Últimos Sonetos é o livro póstumo de 1905 em que Cruz e Sousa aparece mais despojado, mais espiritual e, para muita crítica, mais alto. Nestor Vítor, amigo e editor, reuniu os sonetos e fez a obra circular — inclusive com repercussão na crítica francesa, que o situou entre os grandes simbolistas ocidentais.
Quem busca este volume quer a voz final: “Cárcere das almas”, “Piedade”, “Vida obscura”, o poeta que já não precisa do broquel de 1893 para se impor. A edição da Editora UFSC, da coleção Repertório, devolve o livro ao estado de Santa Catarina com texto estabelecido a partir da tradição do manuscrito.
O que o livro é
Uma sequência de sonetos. Sem a prosa de Missal, sem o mosaico mais aberto de Faróis. A forma volta ao molde estrito e o assunto sobe: alma, cárcere, piedade, glória, morte, Deus, o infinito. A terceira fase que a fortuna crítica descreve — depois do branco de Broquéis e da tragédia de Faróis — está aqui: resignação, sublimação da dor, tom religioso sem virar sermão de missa.
“Cárcere das almas” é o poema que mais viaja sozinho, de vestibular a vídeo. O soneto fala de aprisionamento interior com a mesma precisão formal dos primeiros livros, só que com menos joia e mais osso. “Piedade” pede caridade sem pieguice. O conjunto é denso e curto o bastante para uma leitura contínua.

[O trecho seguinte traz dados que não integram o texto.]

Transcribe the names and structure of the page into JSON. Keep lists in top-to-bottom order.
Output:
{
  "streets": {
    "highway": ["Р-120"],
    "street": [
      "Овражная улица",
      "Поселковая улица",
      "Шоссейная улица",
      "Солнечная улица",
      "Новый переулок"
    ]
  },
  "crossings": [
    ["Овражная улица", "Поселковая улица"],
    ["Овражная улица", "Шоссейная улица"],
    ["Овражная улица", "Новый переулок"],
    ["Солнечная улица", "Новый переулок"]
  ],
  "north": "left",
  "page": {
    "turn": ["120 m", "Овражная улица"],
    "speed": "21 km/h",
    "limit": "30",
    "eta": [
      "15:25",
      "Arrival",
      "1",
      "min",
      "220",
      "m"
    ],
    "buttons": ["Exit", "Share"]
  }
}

Por que esta edição importa
Há e-books que partem Últimos Sonetos em “volume I” e “volume II”. A edição UFSC traz o livro como livro. É volume de bolso, 5ª edição revista, coleção Repertório. Não substitui um estudo acadêmico longo — edições anteriores chegaram a trazer ensaio de Júlio Castañon Guimarães, depois retirado — mas entrega o texto do poeta, que é o que a busca pede em primeiro lugar.
- Texto em português, sonetos completos da série póstuma.

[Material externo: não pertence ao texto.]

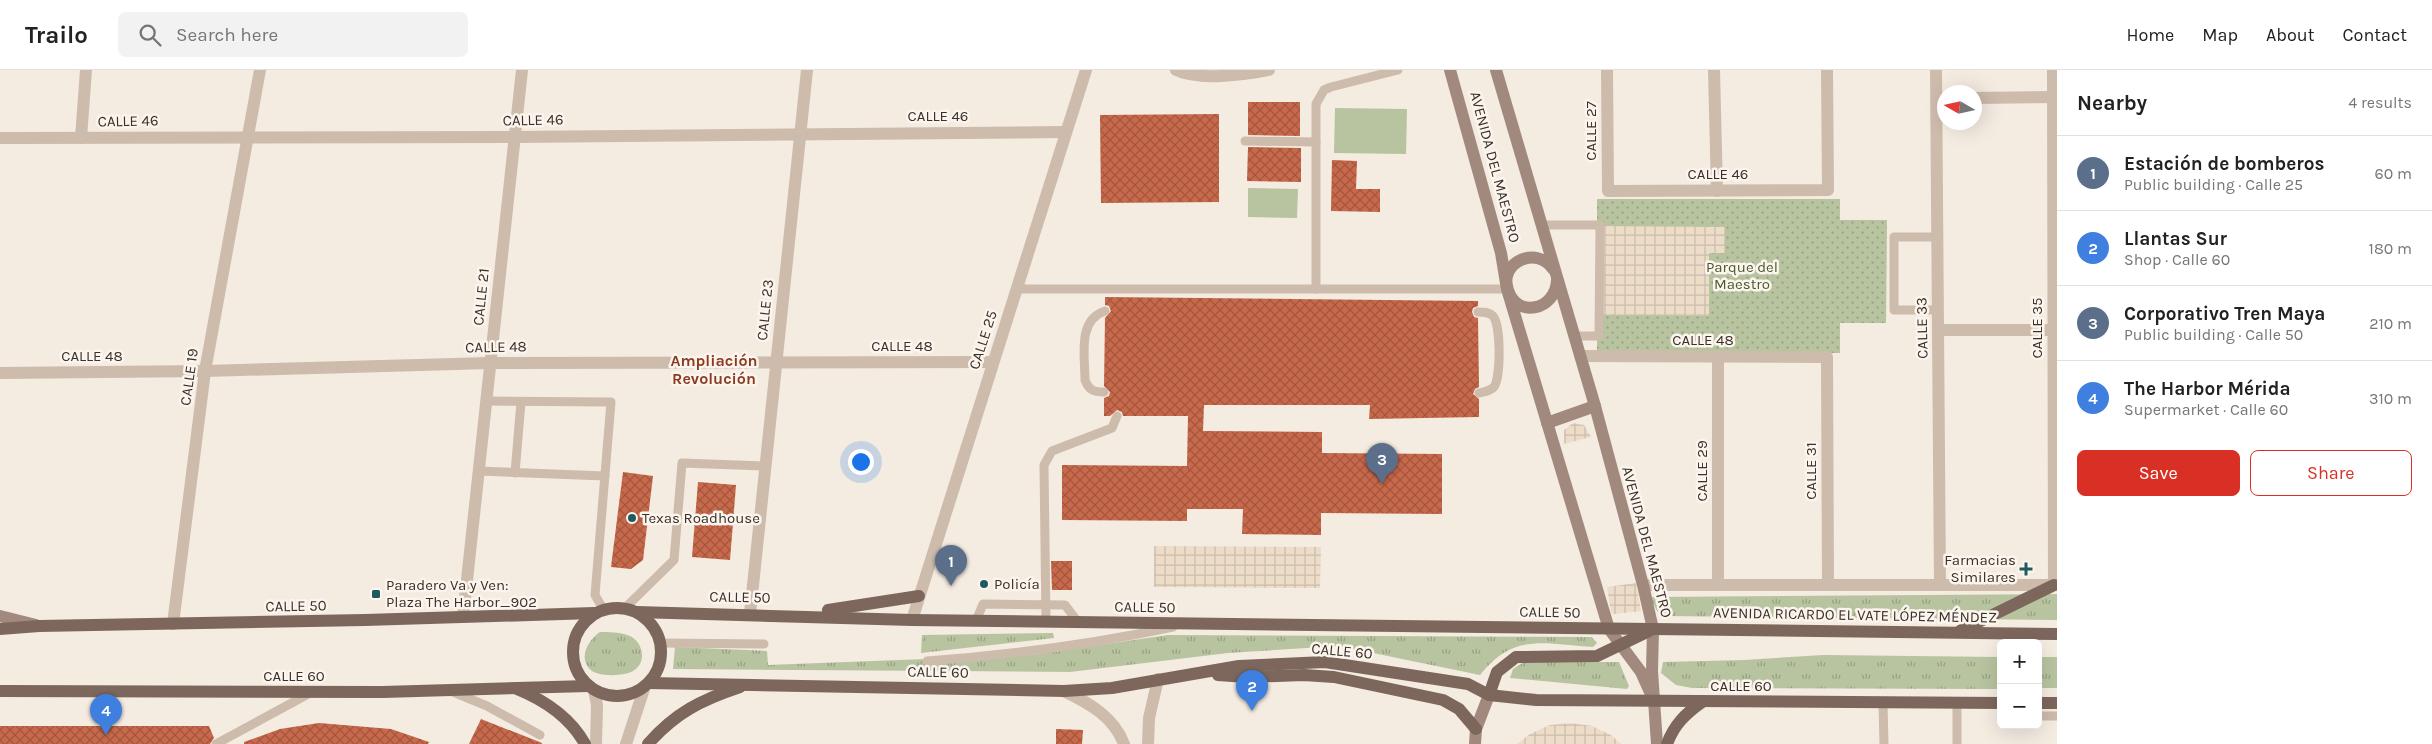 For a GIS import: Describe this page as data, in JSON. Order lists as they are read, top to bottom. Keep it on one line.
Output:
{"streets":{"main road":["CALLE 50","AVENIDA RICARDO EL VATE LÓPEZ MÉNDEZ","CALLE 60"],"street":["CALLE 46","CALLE 27","AVENIDA DEL MAESTRO","CALLE 21","CALLE 23","CALLE 33","CALLE 35","CALLE 25","CALLE 48","CALLE 19","CALLE 29","CALLE 31"]},"crossings":[["CALLE 46","CALLE 27"],["CALLE 46","CALLE 21"],["CALLE 46","CALLE 23"],["CALLE 46","CALLE 25"],["CALLE 46","CALLE 19"],["AVENIDA DEL MAESTRO","CALLE 48"],["AVENIDA DEL MAESTRO","CALLE 50"],["AVENIDA DEL MAESTRO","AVENIDA RICARDO EL VATE LÓPEZ MÉNDEZ"],["AVENIDA DEL MAESTRO","CALLE 60"],["CALLE 21","CALLE 48"],["CALLE 21","CALLE 50"],["CALLE 23","CALLE 48"],["CALLE 23","CALLE 50"],["CALLE 33","AVENIDA RICARDO EL VATE LÓPEZ MÉNDEZ"],["CALLE 35","AVENIDA RICARDO EL VATE LÓPEZ MÉNDEZ"],["CALLE 25","CALLE 48"],["CALLE 25","CALLE 50"],["CALLE 48","CALLE 19"],["CALLE 48","CALLE 29"],["CALLE 48","CALLE 31"],["CALLE 19","CALLE 50"],["CALLE 29","AVENIDA RICARDO EL VATE LÓPEZ MÉNDEZ"],["CALLE 31","AVENIDA RICARDO EL VATE LÓPEZ MÉNDEZ"],["CALLE 50","AVENIDA RICARDO EL VATE LÓPEZ MÉNDEZ"],["CALLE 50","CALLE 60"]],"districts":["Ampliación Revolución"],"parks":["Parque del Maestro"],"places":{"other":["Texas Roadhouse","Policía"],"health":["Farmacias Similares"],"transit":["Paradero Va y Ven: Plaza The Harbor_902"]},"north":"left","page":{"header":"Trailo","search":"Search here","nav":["Home","Map","About","Contact"],"heading":["Nearby","4 results"],"list":[{"mark":"1","name":"Estación de bomberos","note":"Public building · Calle 25","value":"60 m"},{"mark":"2","name":"Llantas Sur","note":"Shop · Calle 60","value":"180 m"},{"mark":"3","name":"Corporativo Tren Maya","note":"Public building · Calle 50","value":"210 m"},{"mark":"4","name":"The Harbor Mérida","note":"Supermarket · Calle 60","value":"310 m"}],"buttons":["Save","Share"],"pins":["3","1","2","4"],"map_buttons":["+","−"]}} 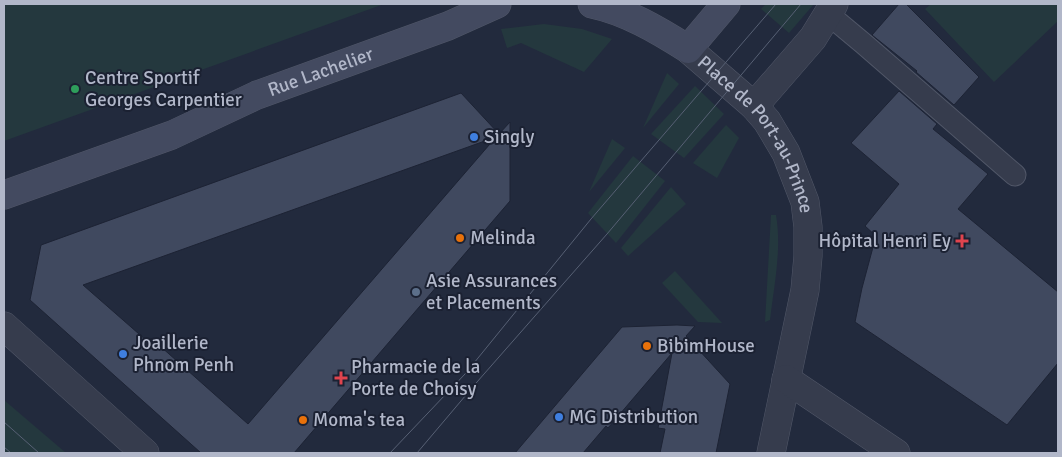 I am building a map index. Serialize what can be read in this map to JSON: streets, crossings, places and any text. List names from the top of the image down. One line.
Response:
{"streets":{"main road":["Rue Lachelier"],"street":["Place de Port-au-Prince"]},"places":{"other":["Centre Sportif Georges Carpentier","Singly","Melinda","Asie Assurances et Placements","BibimHouse","Joaillerie Phnom Penh","MG Distribution","Moma's tea"],"health":["Hôpital Henri Ey","Pharmacie de la Porte de Choisy"]}}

- Objeto de editora universitária, não apenas arquivo digital genérico.
- Porta de entrada para a fase final, distinta de Broquéis.
Como ler
Não misture este livro com Broquéis achando que é “mais do mesmo”. A forma é a mesma família; o clima não é. Se 1893 é o escudo e o branco, 1905 é a alma no cárcere pedindo passagem. Leia em voz alta. Os sonetos foram feitos para o ouvido.
Para quem só pode ficar com um volume póstumo, fique com este. Faróis mostra a ferida. Últimos Sonetos mostra o que o poeta fez com ela. Juntos com Broquéis, cobrem a obra em verso de Cruz e Sousa sem precisar de caixa de obras completas no primeiro contato.
Últimos Sonetos e a reputação póstuma
Em vida, Cruz e Sousa teve reconhecimento de pares e pouca folga material. A reputação larga veio depois, quando o modernismo e a crítica do século XX reabriram o dossiê do simbolismo. Últimos Sonetos foi peça central dessa reabertura: o livro que permite dizer que o poeta não parou em 1893.
Quem compra o volume UFSC leva um objeto catarinense para um autor catarinense. Quem prefere só o texto pode encontrar o mesmo conjunto em domínio público. O que não vale é confundir este livro com uma “seleção dos melhores” de toda a obra. Aqui estão os últimos sonetos — não Broquéis relançado com outro nome.